Tribuna

Francisco núñez roldán

Historiador

Nacer y morir: el sentido de la vida

Durante la II Guerra, la sociedad europea experimentó el Mal y la inhumanidad que lo encarna en toda su crueldad: el Holocausto, el odio ideológico, el dolor físico y moral, la culpa...

Nacer y morir: el sentido de la vida Nacer y morir: el sentido de la vida

Nacer y morir: el sentido de la vida / rosell

Fue J. A. Ollero quien descubrió en los primeros procesos inquisitoriales del siglo XV la presencia entre los ricos judeoconversos hispalenses de una minoría que se distinguía por seguir una corriente filosófica muy próxima a la que defendían los saduceos: sin negar a Dios, la vida del hombre sobre la tierra se iniciaba y concluía en ella misma, de modo que el alma no era inmortal y de ninguna manera existía una resurrección. Solo había "nacer y morir" según testificaron los procesados en el interrogatorio de los inquisidores. Esta idea que dejaba reducida la relación del hombre con Dios a una mínima expresión, formaba parte de la doctrina que siglos después reformulara Averroes: un escepticismo y un materialismo que ha llegado a nuestros días, desplazando todo sentido trascendente y sobrenatural de la vida humana.

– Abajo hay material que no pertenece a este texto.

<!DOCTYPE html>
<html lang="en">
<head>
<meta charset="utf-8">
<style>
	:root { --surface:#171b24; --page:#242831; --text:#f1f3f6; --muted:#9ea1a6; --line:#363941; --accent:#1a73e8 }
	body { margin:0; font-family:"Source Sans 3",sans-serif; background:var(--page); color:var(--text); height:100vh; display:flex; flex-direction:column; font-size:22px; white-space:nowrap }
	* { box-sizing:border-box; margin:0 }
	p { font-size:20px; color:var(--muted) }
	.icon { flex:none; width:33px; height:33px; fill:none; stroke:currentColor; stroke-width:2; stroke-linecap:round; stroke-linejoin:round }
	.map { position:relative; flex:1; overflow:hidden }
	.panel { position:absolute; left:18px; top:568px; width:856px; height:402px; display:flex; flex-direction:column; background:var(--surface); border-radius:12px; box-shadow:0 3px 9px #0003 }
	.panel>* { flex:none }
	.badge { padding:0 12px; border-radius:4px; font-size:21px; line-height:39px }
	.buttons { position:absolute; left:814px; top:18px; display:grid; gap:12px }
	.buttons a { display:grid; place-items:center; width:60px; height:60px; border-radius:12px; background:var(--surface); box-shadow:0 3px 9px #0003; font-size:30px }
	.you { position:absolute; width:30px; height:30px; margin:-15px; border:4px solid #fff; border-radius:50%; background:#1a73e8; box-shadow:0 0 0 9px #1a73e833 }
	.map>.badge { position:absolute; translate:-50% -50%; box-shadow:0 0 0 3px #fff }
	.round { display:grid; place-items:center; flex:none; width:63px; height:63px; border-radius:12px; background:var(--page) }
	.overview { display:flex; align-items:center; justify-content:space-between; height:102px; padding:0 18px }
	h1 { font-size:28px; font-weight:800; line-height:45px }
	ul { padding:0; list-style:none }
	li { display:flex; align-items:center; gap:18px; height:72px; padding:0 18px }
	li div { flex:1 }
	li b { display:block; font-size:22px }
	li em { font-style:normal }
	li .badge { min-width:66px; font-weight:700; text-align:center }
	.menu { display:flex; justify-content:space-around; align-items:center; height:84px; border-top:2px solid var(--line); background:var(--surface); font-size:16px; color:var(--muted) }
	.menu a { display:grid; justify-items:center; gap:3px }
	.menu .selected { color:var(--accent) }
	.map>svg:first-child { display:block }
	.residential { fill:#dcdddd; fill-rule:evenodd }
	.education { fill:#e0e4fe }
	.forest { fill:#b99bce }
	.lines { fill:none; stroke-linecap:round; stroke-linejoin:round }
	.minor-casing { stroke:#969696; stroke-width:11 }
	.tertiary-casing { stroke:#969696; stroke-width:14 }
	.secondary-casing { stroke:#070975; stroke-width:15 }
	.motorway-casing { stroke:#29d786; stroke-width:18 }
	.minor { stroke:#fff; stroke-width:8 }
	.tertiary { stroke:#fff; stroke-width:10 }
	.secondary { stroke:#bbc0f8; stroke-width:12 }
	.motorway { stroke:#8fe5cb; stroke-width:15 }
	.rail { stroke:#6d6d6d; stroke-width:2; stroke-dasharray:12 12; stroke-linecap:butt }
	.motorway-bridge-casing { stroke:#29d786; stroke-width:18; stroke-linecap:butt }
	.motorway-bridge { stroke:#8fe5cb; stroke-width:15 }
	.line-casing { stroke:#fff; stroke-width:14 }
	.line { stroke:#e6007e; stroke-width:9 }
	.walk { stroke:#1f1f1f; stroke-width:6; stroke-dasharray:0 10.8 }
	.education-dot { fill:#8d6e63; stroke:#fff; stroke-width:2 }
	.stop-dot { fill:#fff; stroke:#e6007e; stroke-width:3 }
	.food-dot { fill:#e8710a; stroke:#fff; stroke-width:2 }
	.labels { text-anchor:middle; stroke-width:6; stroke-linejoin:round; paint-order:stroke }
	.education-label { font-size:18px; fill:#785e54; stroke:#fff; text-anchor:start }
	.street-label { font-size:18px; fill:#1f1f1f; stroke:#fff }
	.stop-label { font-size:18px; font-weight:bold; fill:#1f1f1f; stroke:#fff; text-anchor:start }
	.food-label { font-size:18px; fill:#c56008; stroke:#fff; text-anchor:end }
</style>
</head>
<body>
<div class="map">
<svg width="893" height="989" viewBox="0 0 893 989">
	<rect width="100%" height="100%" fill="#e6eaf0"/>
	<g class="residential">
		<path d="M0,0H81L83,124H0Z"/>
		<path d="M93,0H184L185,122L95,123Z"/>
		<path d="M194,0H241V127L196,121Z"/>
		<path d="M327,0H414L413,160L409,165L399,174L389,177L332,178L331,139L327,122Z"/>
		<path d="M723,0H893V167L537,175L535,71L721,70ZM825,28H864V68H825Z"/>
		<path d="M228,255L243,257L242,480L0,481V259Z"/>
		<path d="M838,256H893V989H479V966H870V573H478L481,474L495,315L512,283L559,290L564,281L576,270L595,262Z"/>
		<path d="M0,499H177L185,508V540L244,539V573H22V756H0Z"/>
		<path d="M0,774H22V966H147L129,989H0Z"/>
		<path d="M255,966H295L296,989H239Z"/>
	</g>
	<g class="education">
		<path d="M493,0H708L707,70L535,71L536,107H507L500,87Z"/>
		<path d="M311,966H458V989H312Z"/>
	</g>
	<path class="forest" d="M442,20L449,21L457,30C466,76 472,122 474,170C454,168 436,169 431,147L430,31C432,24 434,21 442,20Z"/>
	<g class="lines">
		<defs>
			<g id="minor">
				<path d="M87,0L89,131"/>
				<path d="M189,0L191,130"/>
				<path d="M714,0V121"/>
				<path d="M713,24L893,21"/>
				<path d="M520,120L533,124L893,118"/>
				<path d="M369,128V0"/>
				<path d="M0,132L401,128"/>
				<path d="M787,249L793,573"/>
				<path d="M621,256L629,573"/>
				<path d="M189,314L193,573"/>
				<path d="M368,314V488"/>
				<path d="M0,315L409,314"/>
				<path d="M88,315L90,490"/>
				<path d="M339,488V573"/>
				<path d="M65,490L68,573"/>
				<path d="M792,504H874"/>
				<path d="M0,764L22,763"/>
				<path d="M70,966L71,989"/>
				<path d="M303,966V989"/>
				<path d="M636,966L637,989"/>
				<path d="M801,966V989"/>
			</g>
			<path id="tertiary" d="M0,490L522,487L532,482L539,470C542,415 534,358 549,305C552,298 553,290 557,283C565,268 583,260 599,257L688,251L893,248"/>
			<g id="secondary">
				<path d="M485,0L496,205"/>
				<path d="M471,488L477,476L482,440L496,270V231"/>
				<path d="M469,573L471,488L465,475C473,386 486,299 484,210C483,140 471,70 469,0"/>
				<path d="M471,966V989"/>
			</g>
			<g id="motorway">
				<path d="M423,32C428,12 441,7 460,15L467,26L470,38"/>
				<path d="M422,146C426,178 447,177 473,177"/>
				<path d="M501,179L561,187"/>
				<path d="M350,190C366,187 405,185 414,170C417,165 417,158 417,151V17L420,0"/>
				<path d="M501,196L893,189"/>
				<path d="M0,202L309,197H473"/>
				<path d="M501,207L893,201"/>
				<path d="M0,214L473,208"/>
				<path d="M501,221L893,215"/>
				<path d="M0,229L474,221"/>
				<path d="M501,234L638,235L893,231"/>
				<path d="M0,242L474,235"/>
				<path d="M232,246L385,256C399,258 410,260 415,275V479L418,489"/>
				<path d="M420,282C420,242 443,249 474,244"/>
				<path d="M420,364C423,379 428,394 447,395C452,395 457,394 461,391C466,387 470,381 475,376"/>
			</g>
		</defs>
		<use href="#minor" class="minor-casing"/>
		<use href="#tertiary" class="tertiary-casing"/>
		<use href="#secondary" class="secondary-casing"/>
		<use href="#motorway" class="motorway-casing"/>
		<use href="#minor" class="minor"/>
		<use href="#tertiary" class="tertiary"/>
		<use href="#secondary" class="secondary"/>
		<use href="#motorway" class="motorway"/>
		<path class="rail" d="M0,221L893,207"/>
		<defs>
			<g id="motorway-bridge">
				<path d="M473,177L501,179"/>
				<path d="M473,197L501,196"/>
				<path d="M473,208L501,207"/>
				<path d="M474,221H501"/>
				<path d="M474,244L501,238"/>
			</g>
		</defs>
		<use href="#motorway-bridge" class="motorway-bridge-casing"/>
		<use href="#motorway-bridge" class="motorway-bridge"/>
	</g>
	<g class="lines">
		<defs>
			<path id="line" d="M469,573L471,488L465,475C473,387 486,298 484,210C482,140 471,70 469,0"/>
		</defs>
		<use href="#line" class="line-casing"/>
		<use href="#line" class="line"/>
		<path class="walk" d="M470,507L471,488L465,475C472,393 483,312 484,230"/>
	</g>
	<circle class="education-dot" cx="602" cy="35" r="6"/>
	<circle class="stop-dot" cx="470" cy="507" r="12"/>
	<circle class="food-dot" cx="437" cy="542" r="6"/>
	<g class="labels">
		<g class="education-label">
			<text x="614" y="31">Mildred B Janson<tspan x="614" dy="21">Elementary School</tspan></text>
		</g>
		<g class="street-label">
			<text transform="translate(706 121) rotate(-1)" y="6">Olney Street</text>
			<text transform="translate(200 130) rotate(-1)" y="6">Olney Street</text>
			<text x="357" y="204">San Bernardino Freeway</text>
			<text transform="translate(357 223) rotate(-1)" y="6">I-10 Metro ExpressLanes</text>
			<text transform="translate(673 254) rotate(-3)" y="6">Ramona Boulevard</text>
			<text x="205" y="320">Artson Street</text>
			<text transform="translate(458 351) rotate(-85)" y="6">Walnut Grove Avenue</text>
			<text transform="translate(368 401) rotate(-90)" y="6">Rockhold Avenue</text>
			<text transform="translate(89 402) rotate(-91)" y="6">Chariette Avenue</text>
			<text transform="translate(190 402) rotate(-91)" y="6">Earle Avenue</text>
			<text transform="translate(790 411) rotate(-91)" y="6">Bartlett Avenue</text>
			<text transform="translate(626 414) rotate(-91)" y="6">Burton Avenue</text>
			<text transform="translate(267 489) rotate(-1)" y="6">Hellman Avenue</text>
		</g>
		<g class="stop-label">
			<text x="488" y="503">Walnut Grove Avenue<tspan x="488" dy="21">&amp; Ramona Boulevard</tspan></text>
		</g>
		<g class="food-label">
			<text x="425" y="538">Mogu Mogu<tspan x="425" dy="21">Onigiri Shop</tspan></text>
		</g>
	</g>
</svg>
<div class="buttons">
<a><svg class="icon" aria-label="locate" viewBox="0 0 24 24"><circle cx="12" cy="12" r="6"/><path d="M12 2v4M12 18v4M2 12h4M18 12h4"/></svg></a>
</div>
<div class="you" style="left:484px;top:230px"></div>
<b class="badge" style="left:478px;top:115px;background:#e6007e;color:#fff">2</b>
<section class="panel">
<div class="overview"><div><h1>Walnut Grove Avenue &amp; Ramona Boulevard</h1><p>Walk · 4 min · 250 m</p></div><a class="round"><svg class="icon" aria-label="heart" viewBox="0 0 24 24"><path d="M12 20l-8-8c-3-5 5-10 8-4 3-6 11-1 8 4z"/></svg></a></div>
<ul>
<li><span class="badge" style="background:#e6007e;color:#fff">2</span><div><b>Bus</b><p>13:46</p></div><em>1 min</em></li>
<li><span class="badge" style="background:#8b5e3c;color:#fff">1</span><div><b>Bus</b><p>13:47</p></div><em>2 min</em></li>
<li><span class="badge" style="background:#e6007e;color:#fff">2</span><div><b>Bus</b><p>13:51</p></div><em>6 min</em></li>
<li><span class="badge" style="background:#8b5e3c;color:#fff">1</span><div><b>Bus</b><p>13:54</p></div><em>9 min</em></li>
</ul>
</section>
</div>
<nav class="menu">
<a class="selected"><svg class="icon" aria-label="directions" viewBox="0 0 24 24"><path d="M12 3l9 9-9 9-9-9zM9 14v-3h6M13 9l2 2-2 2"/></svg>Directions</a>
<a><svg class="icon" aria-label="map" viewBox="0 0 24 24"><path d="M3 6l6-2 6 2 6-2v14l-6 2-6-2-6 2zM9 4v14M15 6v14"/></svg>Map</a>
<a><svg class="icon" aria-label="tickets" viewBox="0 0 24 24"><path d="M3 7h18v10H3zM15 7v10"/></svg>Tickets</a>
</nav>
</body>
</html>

A pesar de conocer el trágico fin que les aguardaba; a pesar de su escasa firmeza tanto en la fe que dejaron atrás como en la nueva a la que se vieron forzados, insistieron en que todo se reducía a nacer y morir. De alguna manera respondían a la primitiva pregunta del hombre acerca del sentido de la vida, cuando se presiente y se enfatiza que más allá de ésta solo está la Nada ¿Quién, ignorante o sabio, no se lo ha preguntado alguna vez? Sin embargo, aquella respuesta es insatisfactoria. Algo se nos escapa y nos impide resolver el enigma. Y tal vez nunca lo descifraremos.

Al extenderse por el occidente cristiano, aquella idea parecía en sí misma trivial e inocua. Sin embargo, desveló toda su fuerza y su influencia a raíz de la silenciosa y lenta muerte de las religiones desde la Ilustración, cuando el hombre se rebeló, aspiró y tomó conciencia de su autonomía para sustituir y destronar a un Dios en cuyo nombre tanta sangre había sido derramada; o a quien interpelaban sin respuesta ante las catástrofes o los desastres naturales. Un Dios que callaba ante la angustia del hombre.

Y lo siguió haciendo. Durante la II Guerra, la sociedad europea experimentó el Mal y la inhumanidad que lo encarna en toda su crueldad: el Holocausto como la transformación planificada del hombre en no-hombre, en expresión de Primo Levi; el odio ideológico, el dolor físico y moral, la culpa y la indiferencia, la aniquilación de la inocencia y la banalidad del mal. Tras ellas vendrían la duda y el vacío existencial ante lo inexplicable, la crisis de las iglesias y de la fe, un nuevo paganismo como adelantó Ratzinger a los pocos meses de ordenarse sacerdote. La vida es absurda clamaba, por su parte, Camus en El mito de Sísifo antes de que la guerra concluyera. Solo había nacer y morir. La idea renacía y los hombres apostaron toda su fe a ella y al materialismo que la acompañaba.

Llegados a este punto es inevitable volver la mirada al Libro de Job. Porque si los judeoconversos del siglo XV y los europeos y judíos del XX presintieron que Dios les había abandonado a su suerte, sin hacer distinción entre justos y malvados, era preciso hallar la respuesta en la experiencia individual de Job para descubrir el propósito inexplicable de sus designios. Conocida es de sobra la historia: Satán reta a Dios proponiéndole que ponga a prueba la fidelidad y la fe de Job, un hombre recto, cabal y justo, el más grande de todos los hijos de Oriente. Dios acepta el envite y deja a Job en sus manos. Desatado el mal, su furia y su odio arrasará con sus hijos y sus bienes. Al saber lo sucedido e ignorando que él sea objeto de aquella apuesta, se somete humilde al misterio de la voluntad divina, porque toda su prosperidad se debe a ella y no a sus propios méritos: "Yahveh dio, Yahveh quitó, sea bendito el nombre de Yahveh".

Pero el relato gira bruscamente: sin negar a Dios, maldice el día que nació, siente asco de su cuerpo leproso, siente el hastío de la vida sin sentido, ansía la muerte que no llega y pide ser escuchado por un Dios que calla a pesar de su amarga súplica: " Déjame ya. Solo un soplo son mis días, ¿qué es el hombre para que tanto de él te ocupes?" (7,16-17) ¿Qué he hecho, por qué yo?, se pregunta Job ¿Acaso eres mi enemigo? Dios, al fin, se revela ante Job y éste antes de ser premiado reconoce su misericordia: "Yo te conocía solo de oídas. Ahora te han visto mis ojos. Por eso me retracto y me arrepiento" (42,5). Dos lecciones nos deja el Libro: solo podemos conocer a Dios mediante el dolor y el combate espiritual. El hombre debe perseverar en la fe incluso cuando su espíritu no encuentra consuelo. Solo así tiene sentido la vida.